_TASK OBJECTIVE_.
Lines holding the string "start" are the ones to copy; find them all in the data.

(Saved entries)
* * *
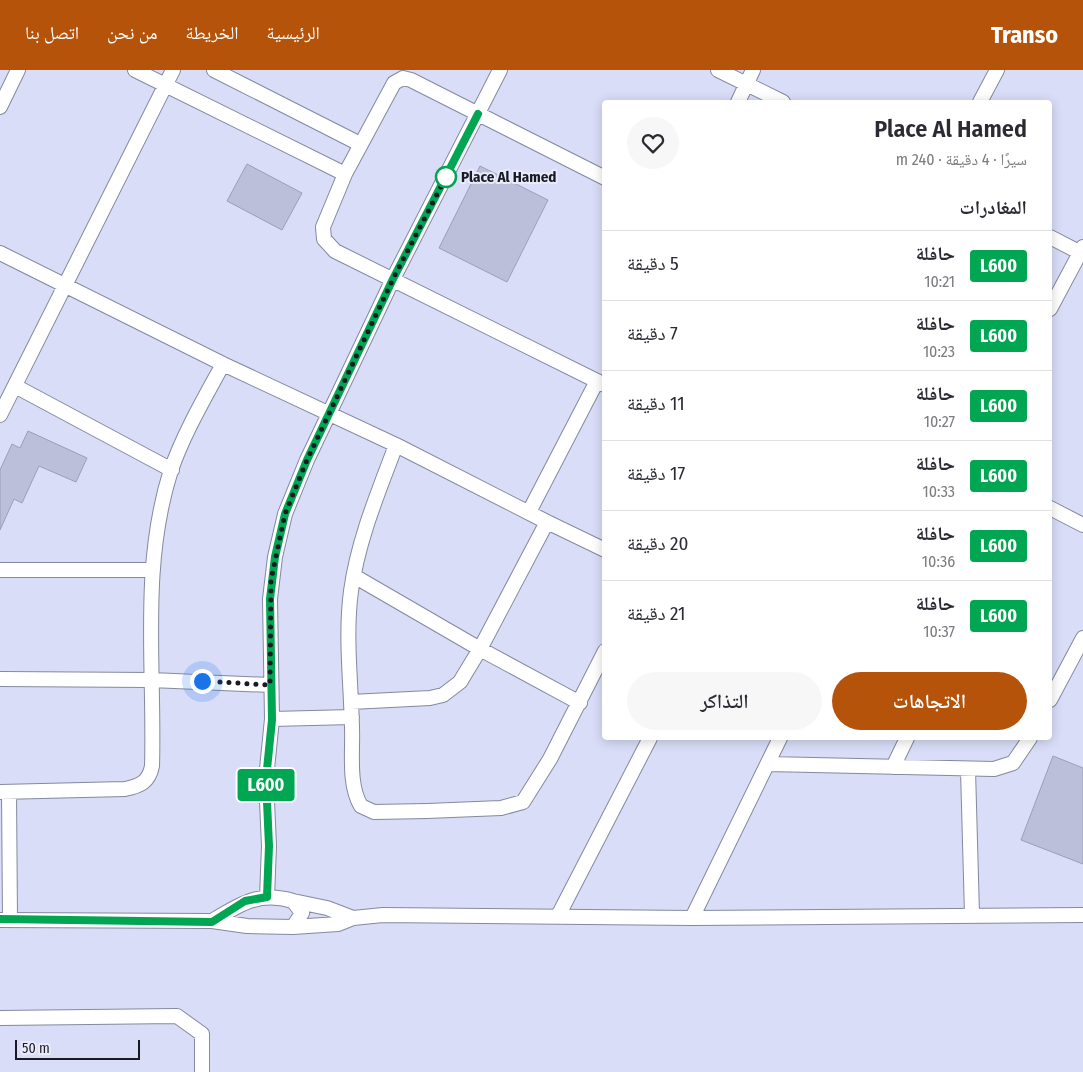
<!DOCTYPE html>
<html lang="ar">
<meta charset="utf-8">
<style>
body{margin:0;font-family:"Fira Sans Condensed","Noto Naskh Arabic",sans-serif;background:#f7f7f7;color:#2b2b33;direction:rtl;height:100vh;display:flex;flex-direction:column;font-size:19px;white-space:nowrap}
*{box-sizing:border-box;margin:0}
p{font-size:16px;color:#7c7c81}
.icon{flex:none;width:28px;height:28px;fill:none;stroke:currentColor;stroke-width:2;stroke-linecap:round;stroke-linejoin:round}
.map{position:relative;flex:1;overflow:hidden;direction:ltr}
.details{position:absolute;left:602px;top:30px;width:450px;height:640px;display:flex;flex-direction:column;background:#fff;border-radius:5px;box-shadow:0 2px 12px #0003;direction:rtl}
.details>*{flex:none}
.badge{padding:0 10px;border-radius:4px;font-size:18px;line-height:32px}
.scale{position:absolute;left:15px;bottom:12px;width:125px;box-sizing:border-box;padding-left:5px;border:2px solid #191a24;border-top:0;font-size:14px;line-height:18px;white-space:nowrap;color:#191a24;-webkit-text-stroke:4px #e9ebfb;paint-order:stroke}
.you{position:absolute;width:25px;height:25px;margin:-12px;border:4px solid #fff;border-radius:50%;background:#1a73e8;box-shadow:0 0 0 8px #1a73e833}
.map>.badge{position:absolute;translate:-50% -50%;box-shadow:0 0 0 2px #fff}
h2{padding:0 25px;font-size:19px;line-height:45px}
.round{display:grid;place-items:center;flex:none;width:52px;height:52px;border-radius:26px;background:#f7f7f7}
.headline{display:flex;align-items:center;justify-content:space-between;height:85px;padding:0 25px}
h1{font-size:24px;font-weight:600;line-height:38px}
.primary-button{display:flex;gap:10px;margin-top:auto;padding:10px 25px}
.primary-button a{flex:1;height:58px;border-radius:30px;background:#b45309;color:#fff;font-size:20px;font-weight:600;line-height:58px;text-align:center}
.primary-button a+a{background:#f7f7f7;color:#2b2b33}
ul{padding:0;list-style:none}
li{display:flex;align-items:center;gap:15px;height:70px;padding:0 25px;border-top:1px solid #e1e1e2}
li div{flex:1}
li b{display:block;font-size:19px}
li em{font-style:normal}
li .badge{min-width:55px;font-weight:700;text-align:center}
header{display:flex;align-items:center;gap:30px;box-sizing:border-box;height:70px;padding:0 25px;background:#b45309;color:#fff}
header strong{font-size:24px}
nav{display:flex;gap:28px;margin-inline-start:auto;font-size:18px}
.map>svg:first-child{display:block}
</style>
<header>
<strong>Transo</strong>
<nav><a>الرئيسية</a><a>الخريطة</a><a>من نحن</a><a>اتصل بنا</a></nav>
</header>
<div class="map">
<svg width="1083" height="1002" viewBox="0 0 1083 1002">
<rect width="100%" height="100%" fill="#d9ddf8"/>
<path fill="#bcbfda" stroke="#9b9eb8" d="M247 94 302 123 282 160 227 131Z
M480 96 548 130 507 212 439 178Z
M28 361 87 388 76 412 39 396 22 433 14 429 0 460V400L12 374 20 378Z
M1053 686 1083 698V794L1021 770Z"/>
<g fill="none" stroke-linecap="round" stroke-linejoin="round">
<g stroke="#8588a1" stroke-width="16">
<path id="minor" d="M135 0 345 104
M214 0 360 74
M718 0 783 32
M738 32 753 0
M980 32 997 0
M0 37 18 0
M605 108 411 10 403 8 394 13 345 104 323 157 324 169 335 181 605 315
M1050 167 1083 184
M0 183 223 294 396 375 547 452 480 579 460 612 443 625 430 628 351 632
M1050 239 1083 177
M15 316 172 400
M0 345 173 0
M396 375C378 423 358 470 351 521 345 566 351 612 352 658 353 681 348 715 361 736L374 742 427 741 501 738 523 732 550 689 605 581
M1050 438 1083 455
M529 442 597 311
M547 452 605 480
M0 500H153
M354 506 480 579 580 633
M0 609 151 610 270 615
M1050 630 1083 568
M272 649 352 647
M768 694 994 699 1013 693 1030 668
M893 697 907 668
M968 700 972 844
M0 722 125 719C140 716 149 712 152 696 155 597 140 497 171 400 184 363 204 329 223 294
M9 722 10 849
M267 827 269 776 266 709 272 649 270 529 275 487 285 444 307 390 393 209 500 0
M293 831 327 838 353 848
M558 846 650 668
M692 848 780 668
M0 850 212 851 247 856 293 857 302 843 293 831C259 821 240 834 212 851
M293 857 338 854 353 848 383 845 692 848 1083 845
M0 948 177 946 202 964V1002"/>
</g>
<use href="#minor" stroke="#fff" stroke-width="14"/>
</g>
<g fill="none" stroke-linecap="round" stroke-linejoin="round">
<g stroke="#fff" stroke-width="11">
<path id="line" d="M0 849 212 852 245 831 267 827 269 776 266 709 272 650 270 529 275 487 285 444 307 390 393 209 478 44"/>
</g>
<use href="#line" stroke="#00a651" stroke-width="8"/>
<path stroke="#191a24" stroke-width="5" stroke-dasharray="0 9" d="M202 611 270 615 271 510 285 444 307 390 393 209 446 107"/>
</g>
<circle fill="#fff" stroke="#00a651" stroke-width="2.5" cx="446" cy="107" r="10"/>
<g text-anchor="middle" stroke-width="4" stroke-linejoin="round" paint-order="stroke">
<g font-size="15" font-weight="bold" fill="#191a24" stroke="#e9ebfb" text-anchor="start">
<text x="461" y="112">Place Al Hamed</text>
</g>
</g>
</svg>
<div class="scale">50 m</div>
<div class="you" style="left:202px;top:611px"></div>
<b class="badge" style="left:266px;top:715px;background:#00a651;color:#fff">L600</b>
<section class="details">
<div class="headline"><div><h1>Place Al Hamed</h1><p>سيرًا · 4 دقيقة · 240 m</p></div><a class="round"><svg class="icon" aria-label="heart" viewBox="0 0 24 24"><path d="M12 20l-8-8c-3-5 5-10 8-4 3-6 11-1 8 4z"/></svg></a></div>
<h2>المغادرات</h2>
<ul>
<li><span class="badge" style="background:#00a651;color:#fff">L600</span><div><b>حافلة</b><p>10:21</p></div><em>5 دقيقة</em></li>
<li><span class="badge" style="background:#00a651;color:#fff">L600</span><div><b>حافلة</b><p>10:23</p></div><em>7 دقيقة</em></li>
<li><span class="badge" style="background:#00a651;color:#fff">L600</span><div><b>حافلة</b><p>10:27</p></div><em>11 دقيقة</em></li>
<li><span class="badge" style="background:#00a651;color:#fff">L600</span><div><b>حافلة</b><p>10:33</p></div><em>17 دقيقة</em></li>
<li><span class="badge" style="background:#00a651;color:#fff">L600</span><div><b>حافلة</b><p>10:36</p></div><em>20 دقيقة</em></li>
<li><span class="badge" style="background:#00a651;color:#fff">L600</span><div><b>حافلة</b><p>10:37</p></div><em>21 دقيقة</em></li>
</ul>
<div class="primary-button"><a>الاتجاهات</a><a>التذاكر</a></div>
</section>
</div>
* * *
_EXERCISE SOLUTION_.
nav{display:flex;gap:28px;margin-inline-start:auto;font-size:18px}
<g font-size="15" font-weight="bold" fill="#191a24" stroke="#e9ebfb" text-anchor="start">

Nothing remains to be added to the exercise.